(Dataset entries)
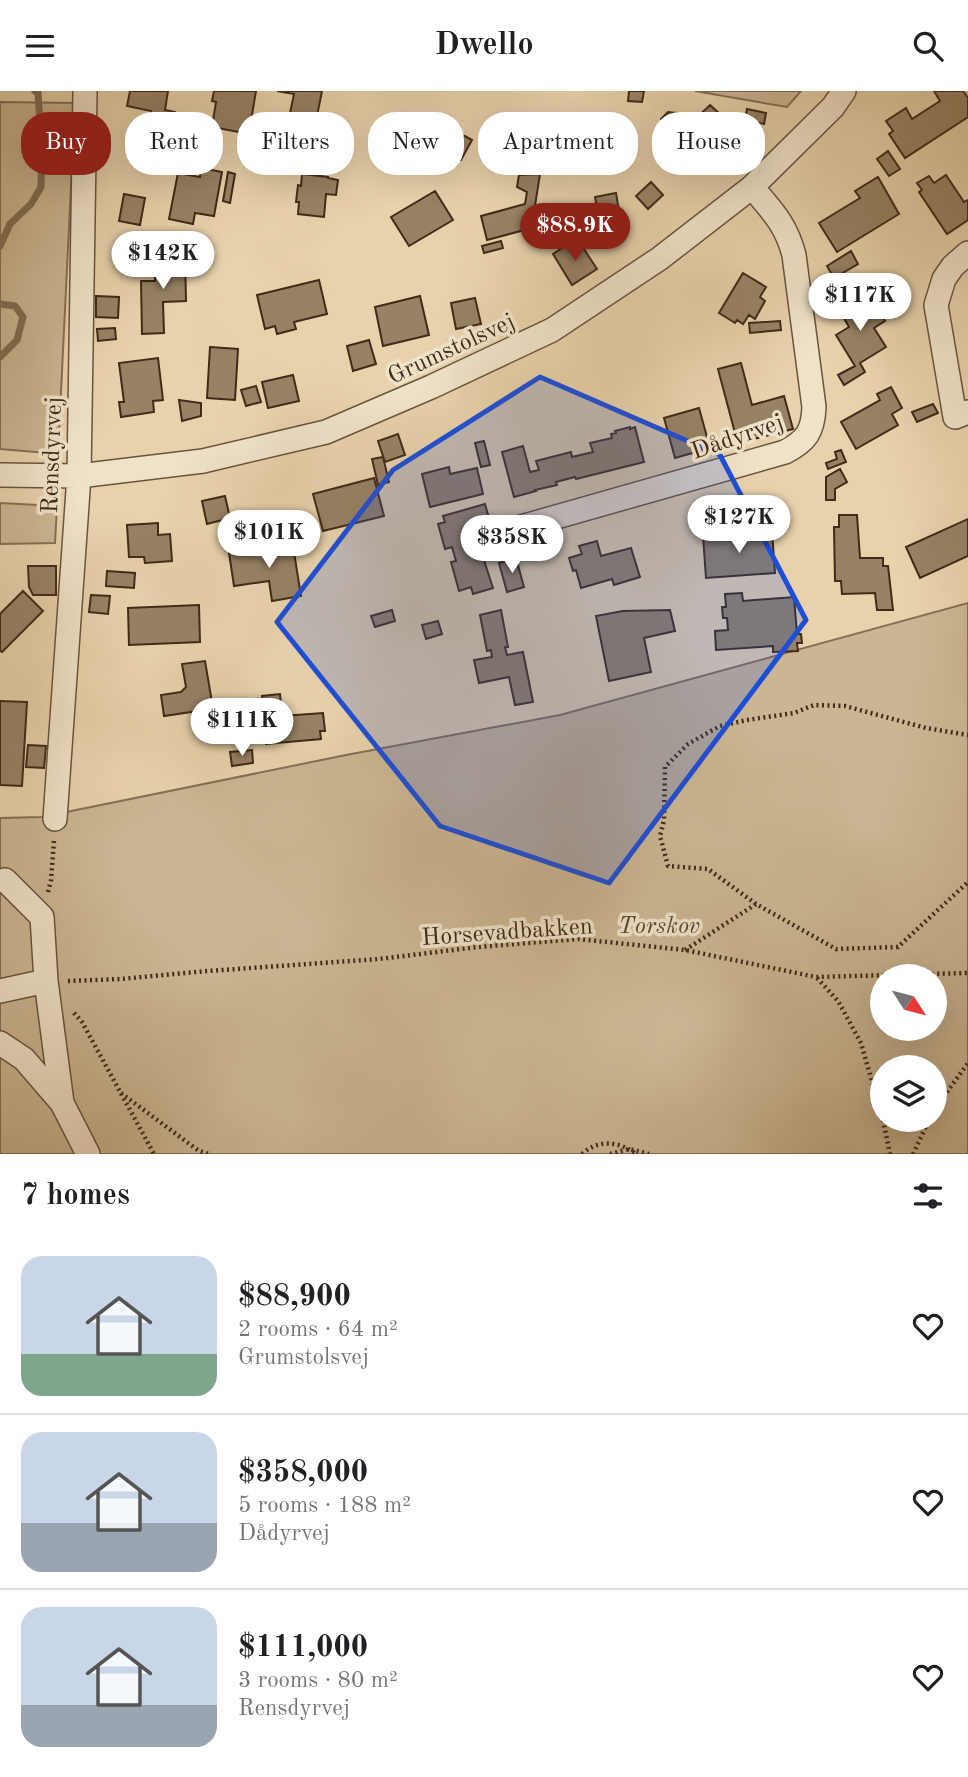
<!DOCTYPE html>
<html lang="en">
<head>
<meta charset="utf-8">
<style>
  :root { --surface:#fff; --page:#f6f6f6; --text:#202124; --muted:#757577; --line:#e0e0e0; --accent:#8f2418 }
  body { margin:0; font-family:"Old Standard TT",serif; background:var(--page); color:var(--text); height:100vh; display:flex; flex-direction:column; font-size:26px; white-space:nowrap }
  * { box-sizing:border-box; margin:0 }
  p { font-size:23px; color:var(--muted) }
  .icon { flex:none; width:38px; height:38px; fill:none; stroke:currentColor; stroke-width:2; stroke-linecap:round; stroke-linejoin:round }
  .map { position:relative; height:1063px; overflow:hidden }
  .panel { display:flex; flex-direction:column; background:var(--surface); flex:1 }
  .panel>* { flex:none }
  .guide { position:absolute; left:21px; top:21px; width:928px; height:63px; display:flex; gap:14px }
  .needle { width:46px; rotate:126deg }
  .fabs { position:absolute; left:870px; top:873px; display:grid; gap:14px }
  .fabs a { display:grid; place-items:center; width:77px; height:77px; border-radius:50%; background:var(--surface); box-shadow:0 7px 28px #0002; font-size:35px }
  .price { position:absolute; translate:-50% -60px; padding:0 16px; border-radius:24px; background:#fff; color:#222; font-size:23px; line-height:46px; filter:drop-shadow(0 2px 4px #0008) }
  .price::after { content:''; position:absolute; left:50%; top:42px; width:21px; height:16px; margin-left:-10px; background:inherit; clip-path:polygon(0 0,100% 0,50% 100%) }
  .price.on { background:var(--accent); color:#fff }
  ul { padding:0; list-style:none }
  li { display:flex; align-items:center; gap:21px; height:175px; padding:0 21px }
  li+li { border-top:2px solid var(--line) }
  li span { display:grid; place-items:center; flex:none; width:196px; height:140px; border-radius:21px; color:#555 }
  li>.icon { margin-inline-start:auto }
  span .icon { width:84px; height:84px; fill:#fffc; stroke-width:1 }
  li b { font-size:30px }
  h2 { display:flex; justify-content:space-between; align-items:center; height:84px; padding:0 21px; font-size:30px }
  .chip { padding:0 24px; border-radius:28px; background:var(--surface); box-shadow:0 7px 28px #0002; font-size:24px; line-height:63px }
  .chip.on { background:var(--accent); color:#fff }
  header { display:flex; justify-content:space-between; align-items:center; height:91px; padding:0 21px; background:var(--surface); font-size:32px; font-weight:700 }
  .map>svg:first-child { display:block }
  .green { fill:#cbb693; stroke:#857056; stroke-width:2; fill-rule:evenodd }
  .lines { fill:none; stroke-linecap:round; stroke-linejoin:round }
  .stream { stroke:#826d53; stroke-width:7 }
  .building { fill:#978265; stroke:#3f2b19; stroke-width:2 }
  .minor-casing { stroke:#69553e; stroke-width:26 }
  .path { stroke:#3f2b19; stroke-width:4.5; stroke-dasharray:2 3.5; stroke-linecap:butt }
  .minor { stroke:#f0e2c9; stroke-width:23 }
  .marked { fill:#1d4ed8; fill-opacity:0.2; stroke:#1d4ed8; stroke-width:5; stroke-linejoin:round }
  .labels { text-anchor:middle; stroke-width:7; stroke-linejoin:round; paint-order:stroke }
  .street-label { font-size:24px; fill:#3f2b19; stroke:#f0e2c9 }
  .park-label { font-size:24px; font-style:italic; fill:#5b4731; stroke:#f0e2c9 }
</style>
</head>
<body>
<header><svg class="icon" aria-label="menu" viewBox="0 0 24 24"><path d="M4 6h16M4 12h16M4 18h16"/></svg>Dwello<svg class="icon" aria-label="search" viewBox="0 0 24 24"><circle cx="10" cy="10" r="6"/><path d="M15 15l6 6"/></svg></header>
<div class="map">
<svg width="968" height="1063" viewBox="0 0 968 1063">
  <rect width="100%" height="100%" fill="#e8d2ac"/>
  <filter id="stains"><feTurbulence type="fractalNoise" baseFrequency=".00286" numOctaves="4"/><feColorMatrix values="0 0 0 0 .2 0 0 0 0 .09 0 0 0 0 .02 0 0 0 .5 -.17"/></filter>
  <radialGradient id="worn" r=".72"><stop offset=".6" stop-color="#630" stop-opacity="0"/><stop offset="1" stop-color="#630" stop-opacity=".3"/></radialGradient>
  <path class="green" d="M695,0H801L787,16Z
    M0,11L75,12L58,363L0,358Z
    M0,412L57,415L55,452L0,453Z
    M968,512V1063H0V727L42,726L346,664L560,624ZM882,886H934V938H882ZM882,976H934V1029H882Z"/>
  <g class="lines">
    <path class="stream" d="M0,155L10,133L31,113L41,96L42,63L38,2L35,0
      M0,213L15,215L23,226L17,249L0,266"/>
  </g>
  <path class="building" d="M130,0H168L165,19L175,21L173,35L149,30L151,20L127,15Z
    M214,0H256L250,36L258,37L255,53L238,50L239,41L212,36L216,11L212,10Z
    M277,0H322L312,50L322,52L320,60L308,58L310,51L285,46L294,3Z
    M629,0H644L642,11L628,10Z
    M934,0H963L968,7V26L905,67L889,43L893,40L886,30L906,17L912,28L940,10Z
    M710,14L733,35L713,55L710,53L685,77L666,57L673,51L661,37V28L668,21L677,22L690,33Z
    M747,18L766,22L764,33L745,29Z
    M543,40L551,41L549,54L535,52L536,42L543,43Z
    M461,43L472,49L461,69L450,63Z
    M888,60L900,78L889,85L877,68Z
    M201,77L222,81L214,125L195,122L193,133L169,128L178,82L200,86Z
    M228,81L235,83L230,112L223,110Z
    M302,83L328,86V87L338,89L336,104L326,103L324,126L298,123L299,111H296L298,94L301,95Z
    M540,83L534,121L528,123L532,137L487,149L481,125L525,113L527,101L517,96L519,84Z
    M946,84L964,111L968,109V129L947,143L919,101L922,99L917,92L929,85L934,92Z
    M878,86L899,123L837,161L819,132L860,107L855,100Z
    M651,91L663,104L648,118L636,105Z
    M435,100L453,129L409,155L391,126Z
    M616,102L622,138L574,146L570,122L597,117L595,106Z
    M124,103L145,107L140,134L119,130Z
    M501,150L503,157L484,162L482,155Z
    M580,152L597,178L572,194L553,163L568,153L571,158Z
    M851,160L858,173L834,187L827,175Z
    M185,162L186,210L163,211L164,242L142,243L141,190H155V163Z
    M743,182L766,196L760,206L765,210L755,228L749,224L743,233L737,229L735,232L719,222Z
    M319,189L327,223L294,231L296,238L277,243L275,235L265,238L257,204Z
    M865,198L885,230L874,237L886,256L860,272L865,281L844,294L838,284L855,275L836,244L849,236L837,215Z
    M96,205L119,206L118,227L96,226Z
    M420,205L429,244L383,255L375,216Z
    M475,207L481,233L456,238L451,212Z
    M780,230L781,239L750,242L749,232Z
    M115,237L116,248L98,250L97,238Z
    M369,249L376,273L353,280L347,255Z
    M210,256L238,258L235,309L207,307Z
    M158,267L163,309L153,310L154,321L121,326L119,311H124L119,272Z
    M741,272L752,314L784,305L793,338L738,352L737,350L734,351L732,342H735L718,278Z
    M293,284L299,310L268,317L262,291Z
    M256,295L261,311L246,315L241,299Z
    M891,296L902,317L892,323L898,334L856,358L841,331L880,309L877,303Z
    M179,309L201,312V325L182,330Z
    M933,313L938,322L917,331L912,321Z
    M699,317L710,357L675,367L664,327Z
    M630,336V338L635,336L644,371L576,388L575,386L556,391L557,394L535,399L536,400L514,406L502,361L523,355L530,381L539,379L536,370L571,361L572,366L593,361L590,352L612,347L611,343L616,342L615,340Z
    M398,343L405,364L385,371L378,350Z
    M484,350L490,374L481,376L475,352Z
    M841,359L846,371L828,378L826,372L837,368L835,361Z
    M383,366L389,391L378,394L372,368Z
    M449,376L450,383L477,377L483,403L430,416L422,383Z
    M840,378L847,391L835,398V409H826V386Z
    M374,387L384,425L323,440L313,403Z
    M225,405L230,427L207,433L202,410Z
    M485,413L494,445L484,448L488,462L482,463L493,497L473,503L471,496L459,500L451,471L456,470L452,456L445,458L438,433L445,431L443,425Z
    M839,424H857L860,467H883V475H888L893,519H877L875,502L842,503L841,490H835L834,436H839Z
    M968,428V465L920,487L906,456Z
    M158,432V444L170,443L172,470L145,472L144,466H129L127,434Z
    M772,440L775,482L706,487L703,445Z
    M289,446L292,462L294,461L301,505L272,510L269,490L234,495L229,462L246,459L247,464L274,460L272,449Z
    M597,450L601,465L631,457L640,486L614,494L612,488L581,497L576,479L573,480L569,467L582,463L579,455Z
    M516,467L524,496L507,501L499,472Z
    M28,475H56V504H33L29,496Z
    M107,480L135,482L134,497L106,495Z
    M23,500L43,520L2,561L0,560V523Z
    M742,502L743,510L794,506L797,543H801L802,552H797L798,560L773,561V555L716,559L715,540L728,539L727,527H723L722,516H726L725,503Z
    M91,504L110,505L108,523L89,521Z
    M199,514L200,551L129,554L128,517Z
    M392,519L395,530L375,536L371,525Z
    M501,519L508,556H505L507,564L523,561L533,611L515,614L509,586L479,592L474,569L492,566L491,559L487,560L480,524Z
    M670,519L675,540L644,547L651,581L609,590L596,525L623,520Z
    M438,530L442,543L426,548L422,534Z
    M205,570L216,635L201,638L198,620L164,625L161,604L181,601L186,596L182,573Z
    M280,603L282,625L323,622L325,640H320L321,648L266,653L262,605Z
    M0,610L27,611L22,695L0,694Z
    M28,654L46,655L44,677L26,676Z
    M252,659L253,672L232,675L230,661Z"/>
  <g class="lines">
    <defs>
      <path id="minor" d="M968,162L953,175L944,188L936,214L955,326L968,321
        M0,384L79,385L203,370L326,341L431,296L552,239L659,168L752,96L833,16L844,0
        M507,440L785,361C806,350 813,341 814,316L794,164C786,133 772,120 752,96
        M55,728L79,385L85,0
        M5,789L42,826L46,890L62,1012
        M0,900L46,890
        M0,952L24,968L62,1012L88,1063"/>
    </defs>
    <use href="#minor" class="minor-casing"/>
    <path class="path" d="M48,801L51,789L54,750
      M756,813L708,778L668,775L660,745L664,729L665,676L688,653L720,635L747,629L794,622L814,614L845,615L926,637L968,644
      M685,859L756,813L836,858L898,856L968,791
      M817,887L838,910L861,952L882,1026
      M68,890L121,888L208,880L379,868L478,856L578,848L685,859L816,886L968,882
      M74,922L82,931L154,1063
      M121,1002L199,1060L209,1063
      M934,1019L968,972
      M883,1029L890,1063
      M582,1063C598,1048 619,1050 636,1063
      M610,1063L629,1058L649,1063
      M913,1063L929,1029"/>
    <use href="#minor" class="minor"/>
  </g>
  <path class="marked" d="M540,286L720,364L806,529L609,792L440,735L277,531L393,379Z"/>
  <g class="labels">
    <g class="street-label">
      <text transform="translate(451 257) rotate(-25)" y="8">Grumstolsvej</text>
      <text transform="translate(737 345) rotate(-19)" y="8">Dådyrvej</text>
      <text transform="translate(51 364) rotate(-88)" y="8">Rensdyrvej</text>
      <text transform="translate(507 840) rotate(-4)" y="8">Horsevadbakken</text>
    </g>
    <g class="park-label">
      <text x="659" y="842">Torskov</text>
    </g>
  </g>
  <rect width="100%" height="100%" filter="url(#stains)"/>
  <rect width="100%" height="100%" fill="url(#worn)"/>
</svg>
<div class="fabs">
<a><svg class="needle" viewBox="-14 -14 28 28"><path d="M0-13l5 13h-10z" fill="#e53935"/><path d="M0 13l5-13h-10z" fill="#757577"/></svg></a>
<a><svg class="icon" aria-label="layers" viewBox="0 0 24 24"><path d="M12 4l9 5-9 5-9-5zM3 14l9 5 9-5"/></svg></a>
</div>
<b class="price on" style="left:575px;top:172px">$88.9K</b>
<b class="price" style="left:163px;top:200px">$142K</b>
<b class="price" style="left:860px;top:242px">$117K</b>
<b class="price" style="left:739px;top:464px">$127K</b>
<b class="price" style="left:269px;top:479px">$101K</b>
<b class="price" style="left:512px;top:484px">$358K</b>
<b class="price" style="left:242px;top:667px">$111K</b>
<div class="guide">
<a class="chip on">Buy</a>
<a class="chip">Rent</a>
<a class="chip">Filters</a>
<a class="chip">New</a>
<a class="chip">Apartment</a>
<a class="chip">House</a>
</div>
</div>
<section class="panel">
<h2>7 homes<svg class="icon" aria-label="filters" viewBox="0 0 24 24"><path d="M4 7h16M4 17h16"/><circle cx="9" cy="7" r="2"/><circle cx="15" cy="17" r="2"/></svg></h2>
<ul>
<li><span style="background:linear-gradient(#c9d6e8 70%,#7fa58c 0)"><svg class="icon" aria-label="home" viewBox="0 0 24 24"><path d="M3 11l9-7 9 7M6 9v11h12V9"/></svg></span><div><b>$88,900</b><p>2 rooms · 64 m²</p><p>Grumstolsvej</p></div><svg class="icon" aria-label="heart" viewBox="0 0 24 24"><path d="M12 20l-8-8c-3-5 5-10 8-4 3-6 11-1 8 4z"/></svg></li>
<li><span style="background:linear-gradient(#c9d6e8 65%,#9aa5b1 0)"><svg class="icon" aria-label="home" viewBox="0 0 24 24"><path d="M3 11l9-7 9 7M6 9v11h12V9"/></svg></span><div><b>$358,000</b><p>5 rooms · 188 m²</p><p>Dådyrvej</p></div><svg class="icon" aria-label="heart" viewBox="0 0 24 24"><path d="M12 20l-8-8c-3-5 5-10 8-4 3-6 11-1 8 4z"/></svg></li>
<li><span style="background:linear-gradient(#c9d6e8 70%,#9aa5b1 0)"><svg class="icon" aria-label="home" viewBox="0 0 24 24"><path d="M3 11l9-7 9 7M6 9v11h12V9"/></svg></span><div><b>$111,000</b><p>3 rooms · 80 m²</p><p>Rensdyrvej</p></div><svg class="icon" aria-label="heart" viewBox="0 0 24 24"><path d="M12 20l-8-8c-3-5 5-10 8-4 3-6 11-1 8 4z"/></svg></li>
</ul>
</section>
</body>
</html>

* * *

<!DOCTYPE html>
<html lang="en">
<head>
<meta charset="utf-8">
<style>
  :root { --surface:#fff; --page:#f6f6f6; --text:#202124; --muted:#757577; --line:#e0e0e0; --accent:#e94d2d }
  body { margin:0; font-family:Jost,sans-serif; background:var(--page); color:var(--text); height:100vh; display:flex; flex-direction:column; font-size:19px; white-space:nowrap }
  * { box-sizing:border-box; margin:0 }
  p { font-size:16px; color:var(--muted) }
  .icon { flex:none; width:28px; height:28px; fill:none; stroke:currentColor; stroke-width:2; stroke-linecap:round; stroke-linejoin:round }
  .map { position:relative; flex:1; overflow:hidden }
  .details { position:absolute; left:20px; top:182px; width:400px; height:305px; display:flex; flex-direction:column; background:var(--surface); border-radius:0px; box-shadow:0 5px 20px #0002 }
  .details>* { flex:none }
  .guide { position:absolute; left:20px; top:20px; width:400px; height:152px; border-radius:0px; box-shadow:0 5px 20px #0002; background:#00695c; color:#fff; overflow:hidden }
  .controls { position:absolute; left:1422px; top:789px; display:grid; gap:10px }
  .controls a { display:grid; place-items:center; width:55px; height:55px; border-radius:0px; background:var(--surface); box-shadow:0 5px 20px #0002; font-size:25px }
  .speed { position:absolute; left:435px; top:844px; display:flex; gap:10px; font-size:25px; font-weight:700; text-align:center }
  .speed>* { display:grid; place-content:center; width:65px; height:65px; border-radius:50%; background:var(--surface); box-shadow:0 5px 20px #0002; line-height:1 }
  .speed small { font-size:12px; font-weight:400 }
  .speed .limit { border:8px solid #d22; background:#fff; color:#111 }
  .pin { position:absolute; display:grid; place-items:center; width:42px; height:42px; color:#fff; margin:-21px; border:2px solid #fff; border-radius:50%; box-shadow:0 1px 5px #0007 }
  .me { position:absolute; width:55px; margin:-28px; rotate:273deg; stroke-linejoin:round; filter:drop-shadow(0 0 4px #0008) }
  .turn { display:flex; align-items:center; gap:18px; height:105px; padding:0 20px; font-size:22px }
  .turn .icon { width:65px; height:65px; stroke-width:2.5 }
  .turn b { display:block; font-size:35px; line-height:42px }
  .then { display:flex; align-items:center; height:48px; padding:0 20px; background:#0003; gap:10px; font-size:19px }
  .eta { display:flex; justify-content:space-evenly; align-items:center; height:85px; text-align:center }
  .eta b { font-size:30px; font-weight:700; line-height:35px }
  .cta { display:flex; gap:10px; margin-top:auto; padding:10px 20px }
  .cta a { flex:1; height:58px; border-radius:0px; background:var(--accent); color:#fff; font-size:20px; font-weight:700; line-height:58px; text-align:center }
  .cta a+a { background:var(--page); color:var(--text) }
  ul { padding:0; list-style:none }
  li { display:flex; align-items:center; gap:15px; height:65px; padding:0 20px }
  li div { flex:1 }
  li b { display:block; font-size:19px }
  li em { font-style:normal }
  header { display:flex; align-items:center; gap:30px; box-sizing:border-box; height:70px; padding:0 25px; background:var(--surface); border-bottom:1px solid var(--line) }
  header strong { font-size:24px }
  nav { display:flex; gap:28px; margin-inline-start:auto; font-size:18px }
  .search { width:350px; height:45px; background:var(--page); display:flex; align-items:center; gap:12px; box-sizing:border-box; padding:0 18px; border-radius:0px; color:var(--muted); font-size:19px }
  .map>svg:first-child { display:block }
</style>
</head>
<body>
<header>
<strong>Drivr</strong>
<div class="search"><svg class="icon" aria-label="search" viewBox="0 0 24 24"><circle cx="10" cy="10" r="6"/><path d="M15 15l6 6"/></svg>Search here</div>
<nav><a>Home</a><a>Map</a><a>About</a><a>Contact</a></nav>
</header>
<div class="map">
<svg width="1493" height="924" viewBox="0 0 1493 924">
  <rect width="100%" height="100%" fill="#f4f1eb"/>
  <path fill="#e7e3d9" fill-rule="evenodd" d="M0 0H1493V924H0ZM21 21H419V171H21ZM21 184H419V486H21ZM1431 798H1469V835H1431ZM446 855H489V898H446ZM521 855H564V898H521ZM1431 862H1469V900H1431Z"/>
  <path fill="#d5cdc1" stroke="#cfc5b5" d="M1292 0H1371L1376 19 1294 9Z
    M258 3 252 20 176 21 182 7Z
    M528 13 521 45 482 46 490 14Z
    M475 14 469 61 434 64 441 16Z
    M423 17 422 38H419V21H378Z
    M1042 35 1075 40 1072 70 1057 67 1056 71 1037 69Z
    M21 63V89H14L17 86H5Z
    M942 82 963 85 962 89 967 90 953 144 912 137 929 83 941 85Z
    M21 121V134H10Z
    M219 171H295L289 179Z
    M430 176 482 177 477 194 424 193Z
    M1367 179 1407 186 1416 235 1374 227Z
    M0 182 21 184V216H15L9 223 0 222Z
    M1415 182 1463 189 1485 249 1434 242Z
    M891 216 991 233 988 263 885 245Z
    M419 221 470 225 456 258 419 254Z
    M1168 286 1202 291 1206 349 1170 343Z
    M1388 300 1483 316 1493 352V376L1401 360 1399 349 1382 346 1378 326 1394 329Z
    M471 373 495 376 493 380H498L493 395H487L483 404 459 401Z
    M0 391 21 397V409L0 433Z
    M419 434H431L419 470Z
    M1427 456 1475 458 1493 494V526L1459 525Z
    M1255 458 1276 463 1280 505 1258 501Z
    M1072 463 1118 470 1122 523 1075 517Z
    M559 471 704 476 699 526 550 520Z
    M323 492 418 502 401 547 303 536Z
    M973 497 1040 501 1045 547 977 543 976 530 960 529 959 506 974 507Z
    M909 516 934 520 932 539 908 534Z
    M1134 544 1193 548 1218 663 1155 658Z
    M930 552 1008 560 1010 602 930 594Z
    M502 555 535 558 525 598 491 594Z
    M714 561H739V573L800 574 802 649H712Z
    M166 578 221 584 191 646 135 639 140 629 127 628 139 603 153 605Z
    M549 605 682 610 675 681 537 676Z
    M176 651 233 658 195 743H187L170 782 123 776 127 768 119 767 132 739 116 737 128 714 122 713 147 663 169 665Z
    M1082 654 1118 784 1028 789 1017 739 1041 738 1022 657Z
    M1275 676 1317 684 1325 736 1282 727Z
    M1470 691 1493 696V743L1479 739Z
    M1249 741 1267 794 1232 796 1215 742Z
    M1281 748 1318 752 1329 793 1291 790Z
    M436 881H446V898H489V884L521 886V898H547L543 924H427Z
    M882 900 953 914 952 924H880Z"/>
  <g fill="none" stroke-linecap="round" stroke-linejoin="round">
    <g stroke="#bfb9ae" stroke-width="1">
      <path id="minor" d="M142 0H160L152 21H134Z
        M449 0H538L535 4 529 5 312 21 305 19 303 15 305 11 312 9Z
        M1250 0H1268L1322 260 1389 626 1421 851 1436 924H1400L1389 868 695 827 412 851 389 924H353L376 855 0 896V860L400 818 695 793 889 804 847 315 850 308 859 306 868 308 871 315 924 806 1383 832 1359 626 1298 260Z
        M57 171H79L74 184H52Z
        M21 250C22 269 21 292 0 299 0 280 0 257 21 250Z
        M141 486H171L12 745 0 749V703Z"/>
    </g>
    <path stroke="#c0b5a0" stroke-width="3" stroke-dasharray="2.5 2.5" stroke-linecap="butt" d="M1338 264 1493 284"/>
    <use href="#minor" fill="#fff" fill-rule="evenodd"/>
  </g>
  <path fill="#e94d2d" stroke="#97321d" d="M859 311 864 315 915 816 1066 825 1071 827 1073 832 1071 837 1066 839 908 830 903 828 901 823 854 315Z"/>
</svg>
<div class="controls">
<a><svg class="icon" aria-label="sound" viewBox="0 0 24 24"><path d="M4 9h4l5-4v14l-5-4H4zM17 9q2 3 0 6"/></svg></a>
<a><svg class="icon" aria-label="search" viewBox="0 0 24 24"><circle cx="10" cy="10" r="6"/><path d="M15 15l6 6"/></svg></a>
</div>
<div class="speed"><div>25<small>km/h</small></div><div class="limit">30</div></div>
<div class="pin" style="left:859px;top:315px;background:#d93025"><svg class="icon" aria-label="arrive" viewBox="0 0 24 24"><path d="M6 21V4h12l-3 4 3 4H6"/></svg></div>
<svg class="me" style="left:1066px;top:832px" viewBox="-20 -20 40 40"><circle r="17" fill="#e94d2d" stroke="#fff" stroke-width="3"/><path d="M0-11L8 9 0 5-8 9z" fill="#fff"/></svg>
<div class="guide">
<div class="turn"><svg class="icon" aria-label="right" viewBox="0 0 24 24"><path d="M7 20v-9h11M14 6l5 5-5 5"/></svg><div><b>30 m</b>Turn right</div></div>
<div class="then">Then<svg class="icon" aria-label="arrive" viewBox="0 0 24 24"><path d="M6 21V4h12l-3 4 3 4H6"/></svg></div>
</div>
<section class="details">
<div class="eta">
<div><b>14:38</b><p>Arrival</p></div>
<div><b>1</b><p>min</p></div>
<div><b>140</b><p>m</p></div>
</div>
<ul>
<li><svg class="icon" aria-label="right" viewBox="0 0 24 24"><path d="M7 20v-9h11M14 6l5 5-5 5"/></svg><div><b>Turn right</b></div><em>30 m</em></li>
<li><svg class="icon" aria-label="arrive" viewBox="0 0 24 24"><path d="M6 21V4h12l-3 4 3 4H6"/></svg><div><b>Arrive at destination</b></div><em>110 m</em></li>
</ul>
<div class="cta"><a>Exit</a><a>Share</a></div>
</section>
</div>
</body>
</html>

**What you should do**
Look above for the line holding "M0 391 21 397V409L0 433Z" and the line holding "M449 0H538L535 4". Retype both, and every line between them, word for word and nothing else.

**Response to the exercise**
    M0 391 21 397V409L0 433Z
    M419 434H431L419 470Z
    M1427 456 1475 458 1493 494V526L1459 525Z
    M1255 458 1276 463 1280 505 1258 501Z
    M1072 463 1118 470 1122 523 1075 517Z
    M559 471 704 476 699 526 550 520Z
    M323 492 418 502 401 547 303 536Z
    M973 497 1040 501 1045 547 977 543 976 530 960 529 959 506 974 507Z
    M909 516 934 520 932 539 908 534Z
    M1134 544 1193 548 1218 663 1155 658Z
    M930 552 1008 560 1010 602 930 594Z
    M502 555 535 558 525 598 491 594Z
    M714 561H739V573L800 574 802 649H712Z
    M166 578 221 584 191 646 135 639 140 629 127 628 139 603 153 605Z
    M549 605 682 610 675 681 537 676Z
    M176 651 233 658 195 743H187L170 782 123 776 127 768 119 767 132 739 116 737 128 714 122 713 147 663 169 665Z
    M1082 654 1118 784 1028 789 1017 739 1041 738 1022 657Z
    M1275 676 1317 684 1325 736 1282 727Z
    M1470 691 1493 696V743L1479 739Z
    M1249 741 1267 794 1232 796 1215 742Z
    M1281 748 1318 752 1329 793 1291 790Z
    M436 881H446V898H489V884L521 886V898H547L543 924H427Z
    M882 900 953 914 952 924H880Z"/>
  <g fill="none" stroke-linecap="round" stroke-linejoin="round">
    <g stroke="#bfb9ae" stroke-width="1">
      <path id="minor" d="M142 0H160L152 21H134Z
        M449 0H538L535 4 529 5 312 21 305 19 303 15 305 11 312 9Z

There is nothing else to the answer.